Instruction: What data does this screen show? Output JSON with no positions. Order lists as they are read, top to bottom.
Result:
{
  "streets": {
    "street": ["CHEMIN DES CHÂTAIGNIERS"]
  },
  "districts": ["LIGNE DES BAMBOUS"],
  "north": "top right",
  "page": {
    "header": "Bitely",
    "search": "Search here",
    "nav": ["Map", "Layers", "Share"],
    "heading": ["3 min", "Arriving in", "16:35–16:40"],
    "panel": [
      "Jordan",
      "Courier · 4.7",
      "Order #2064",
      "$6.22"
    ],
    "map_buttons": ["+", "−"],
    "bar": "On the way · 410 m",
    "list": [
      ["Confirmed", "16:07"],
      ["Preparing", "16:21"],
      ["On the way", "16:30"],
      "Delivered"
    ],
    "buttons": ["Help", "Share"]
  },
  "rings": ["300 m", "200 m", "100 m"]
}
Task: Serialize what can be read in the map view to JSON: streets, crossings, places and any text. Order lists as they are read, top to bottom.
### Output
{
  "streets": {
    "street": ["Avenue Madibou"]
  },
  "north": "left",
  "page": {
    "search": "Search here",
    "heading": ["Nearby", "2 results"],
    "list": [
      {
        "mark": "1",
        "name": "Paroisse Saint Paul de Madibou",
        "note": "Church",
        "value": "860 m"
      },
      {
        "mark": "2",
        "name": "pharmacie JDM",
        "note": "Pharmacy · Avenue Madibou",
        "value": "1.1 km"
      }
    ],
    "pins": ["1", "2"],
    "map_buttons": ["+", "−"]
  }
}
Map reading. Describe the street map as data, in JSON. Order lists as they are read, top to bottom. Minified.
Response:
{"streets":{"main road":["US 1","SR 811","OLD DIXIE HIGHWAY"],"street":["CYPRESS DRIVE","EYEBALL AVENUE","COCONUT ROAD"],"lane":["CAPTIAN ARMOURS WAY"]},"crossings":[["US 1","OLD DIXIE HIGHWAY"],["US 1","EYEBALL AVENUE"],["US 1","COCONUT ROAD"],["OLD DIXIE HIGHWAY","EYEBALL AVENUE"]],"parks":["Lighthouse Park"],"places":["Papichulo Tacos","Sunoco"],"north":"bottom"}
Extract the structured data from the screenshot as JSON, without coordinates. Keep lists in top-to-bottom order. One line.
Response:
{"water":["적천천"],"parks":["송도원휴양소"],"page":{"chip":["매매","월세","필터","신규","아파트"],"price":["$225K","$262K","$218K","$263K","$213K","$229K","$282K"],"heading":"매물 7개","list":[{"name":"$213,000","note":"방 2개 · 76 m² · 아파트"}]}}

*What is needed*: Only lines of the data holding the word "they" go in the answer. Please copy each of them.

*Answer area*:
Instruction: What data does this screen show? Output JSON with no positions. Order lists as they are read, top to bottom.
Task: Serialize what can be read in the map view to JSON: streets, crossings, places and any text. Order lists as they are read, top to bottom.
Map reading. Describe the street map as data, in JSON. Order lists as they are read, top to bottom. Minified.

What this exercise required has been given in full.